Based on my experience in customer projects I have found out the following three key points to be true:
- – Customer testing in production can be a happy customer
- – No matter what development and testing practices you use, the production brings out the truth
- – I get to know the customer so when we do another project, later on, we all know each other and things get easier
Let’s just take a few steps back to look at this in detail.
Label Applicator Line in production
There is a saying in Finland which directly translates as “The customer will test in production”, used jokingly by companies that do not practice testing systematically (or at all). This is of course the topic of many, many heated internet discussions where testing puritans… Oops, sorry. I got a bit carried away…
Twenty years ago, there was a great movement towards Test Driven Development. TDD was seen as the golden standard for software development. There were some who even said that if you do not do TDD, you do not appreciate your customers. So, it became a dogma and as with all dogmas, people start to practice it blindly, locking themselves into this certain mindset and never wonder why I’m doing this.
Despite all these testing best practices and guidelines, the customer still tests in production to some extent. And now I will explain why this happens.
At this point I have to add a disclaimer: This is my personal view of the matter. My view does not necessarily be that of my employer, my colleagues, or even other programmers in the world. I base my views on the experience I have from working in the software industry for over 20 years.
Recently I was working on our new product, the Label Applicator Line. It is an automated machine that captures images of mail items running on a conveyor belt, reads their address and possible barcode labels, adds a new barcode label if needed, and registers them for sorting at later stages. This machine has a high throughput of 6000 mail items per hour. It is 10 meters long, 5 meters wide and 2,5 meters tall. The OCR recognition rate is high.

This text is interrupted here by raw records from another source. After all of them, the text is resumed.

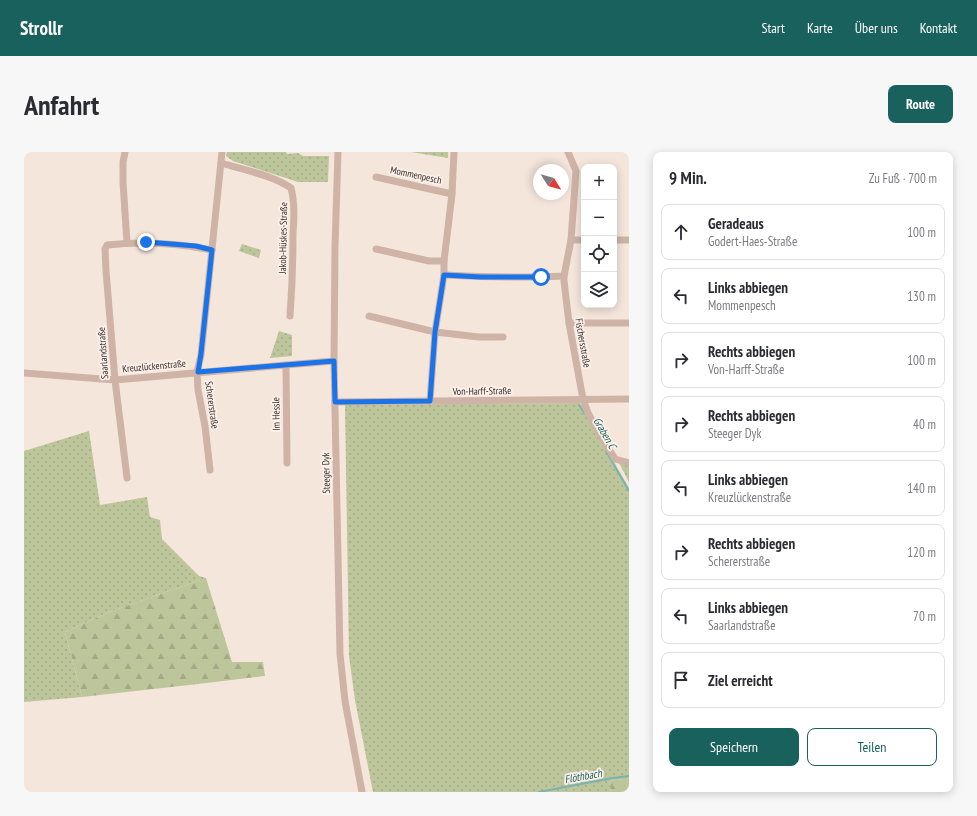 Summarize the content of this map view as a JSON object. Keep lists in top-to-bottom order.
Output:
{
  "streets": {
    "street": [
      "Mommenpesch",
      "Jakob-Hüskes-Straße",
      "Fischersstraße",
      "Saarlandstraße",
      "Kreuzlückenstraße",
      "Von-Harff-Straße",
      "Schererstraße",
      "Im Hessle",
      "Steeger Dyk"
    ]
  },
  "crossings": [
    ["Mommenpesch", "Von-Harff-Straße"],
    ["Jakob-Hüskes-Straße", "Schererstraße"],
    ["Fischersstraße", "Von-Harff-Straße"],
    ["Saarlandstraße", "Kreuzlückenstraße"],
    ["Saarlandstraße", "Schererstraße"],
    ["Kreuzlückenstraße", "Schererstraße"],
    ["Kreuzlückenstraße", "Im Hessle"],
    ["Kreuzlückenstraße", "Steeger Dyk"],
    ["Von-Harff-Straße", "Steeger Dyk"]
  ],
  "water": ["Graben C", "Flöthbach"],
  "north": "bottom right",
  "page": {
    "header": "Strollr",
    "nav": [
      "Start",
      "Karte",
      "Über uns",
      "Kontakt"
    ],
    "buttons": [
      "Route",
      ["Speichern", "Teilen"]
    ],
    "title": "Anfahrt",
    "heading": ["9 Min.", "Zu Fuß · 700 m"],
    "map_buttons": ["+", "−"],
    "list": [
      ["Geradeaus", "Godert-Haes-Straße", "100 m"],
      ["Links abbiegen", "Mommenpesch", "130 m"],
      ["Rechts abbiegen", "Von-Harff-Straße", "100 m"],
      ["Rechts abbiegen", "Steeger Dyk", "40 m"],
      ["Links abbiegen", "Kreuzlückenstraße", "140 m"],
      ["Rechts abbiegen", "Schererstraße", "120 m"],
      ["Links abbiegen", "Saarlandstraße", "70 m"],
      "Ziel erreicht"
    ]
  }
}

How does one test it at the office?
I desktop tested all the software I wrote for it, of course. I unit tested every component except the camera imaging software, which needs an actual camera to operate. The camera’s imaging software was tested at the same time when I did the integration tests on the machine. I sat for days in our lab with the machine. I even let the machine run through the weekend and checked the logs on Monday to get a good understanding of the events.
But my tests were aimed at ensuring that the software on the machine will not crash the moment the client takes it in use. I could test how it performs under a heavy load. However, the problem was my limited test material. The client, a big postal operator, has tens of thousands of unique shipments every day. I, on the other hand, had just a dozen unique shipments.
Now, one could argue that the client needs a separate test/lab environment that runs parallel to the production line. And while this is true, one has to keep in mind the costs, the volume of test material (actual mail items), and the floor space that the extra machines will occupy. In a perfect world, with an unlimited budget, space, and time, the client could have built two postal centers; one for production, one for testing, and hire twice the amount of people needed. But in this world, that is not an option.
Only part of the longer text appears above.